◆ **WORK REQUIRED**
Set down all of the records below exactly, please, omitting the images.

%%

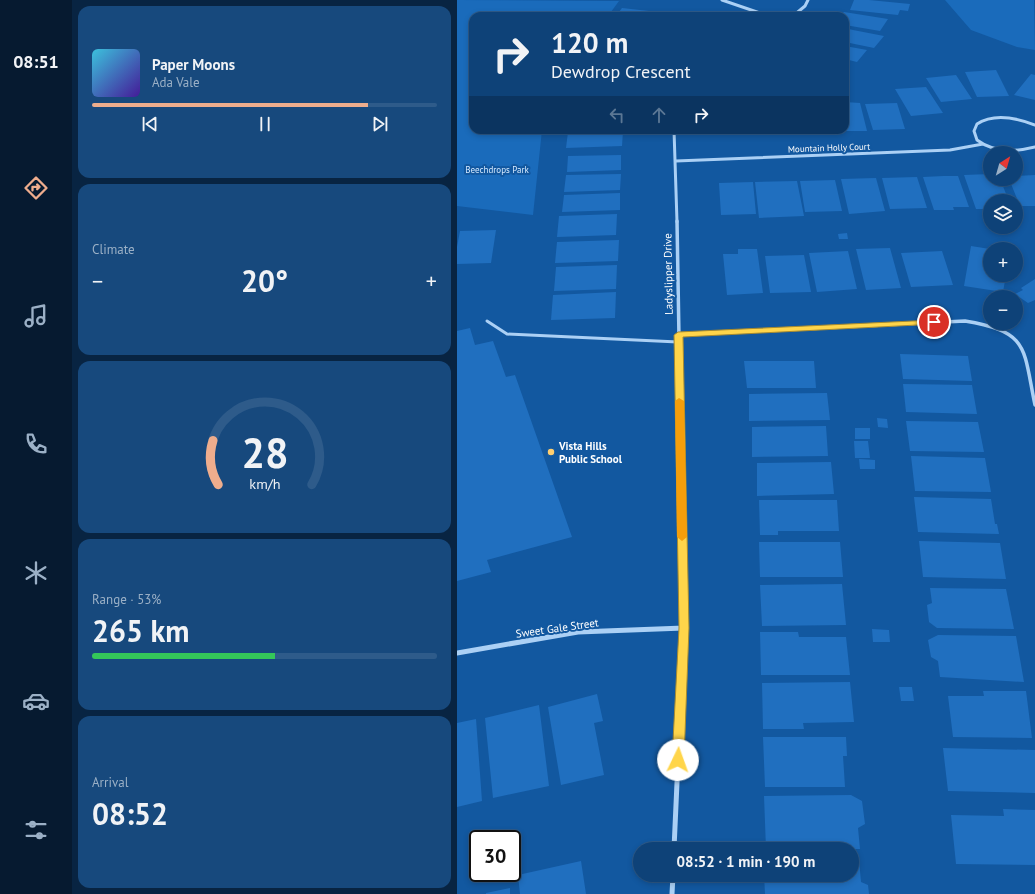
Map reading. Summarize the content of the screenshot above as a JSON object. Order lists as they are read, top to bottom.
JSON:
{
  "streets": {
    "street": ["Mountain Holly Court", "Ladyslipper Drive", "Sweet Gale Street"]
  },
  "crossings": [
    ["Mountain Holly Court", "Ladyslipper Drive"],
    ["Ladyslipper Drive", "Sweet Gale Street"]
  ],
  "parks": ["Beechdrops Park"],
  "places": ["Vista Hills Public School"],
  "north": "top right",
  "page": {
    "tabs": "08:51",
    "turn": ["120 m", "Dewdrop Crescent"],
    "song": ["Paper Moons", "Ada Vale"],
    "map_buttons": ["+", "−"],
    "tile": [
      "Climate",
      ["Range · 53%", "265 km"],
      ["Arrival", "08:52"]
    ],
    "heat": ["−", "20°", "+"],
    "limit": "30",
    "trip": "08:52 · 1 min · 190 m",
    "gauge": ["28", "km/h"]
  }
}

%%

◆ **YOUR RESPONSE**
Map reading. Summarize the content of the screenshot above as a JSON object. Order lists as they are read, top to bottom.
JSON:
{
  "streets": {
    "street": ["Mountain Holly Court", "Ladyslipper Drive", "Sweet Gale Street"]
  },
  "crossings": [
    ["Mountain Holly Court", "Ladyslipper Drive"],
    ["Ladyslipper Drive", "Sweet Gale Street"]
  ],
  "parks": ["Beechdrops Park"],
  "places": ["Vista Hills Public School"],
  "north": "top right",
  "page": {
    "tabs": "08:51",
    "turn": ["120 m", "Dewdrop Crescent"],
    "song": ["Paper Moons", "Ada Vale"],
    "map_buttons": ["+", "−"],
    "tile": [
      "Climate",
      ["Range · 53%", "265 km"],
      ["Arrival", "08:52"]
    ],
    "heat": ["−", "20°", "+"],
    "limit": "30",
    "trip": "08:52 · 1 min · 190 m",
    "gauge": ["28", "km/h"]
  }
}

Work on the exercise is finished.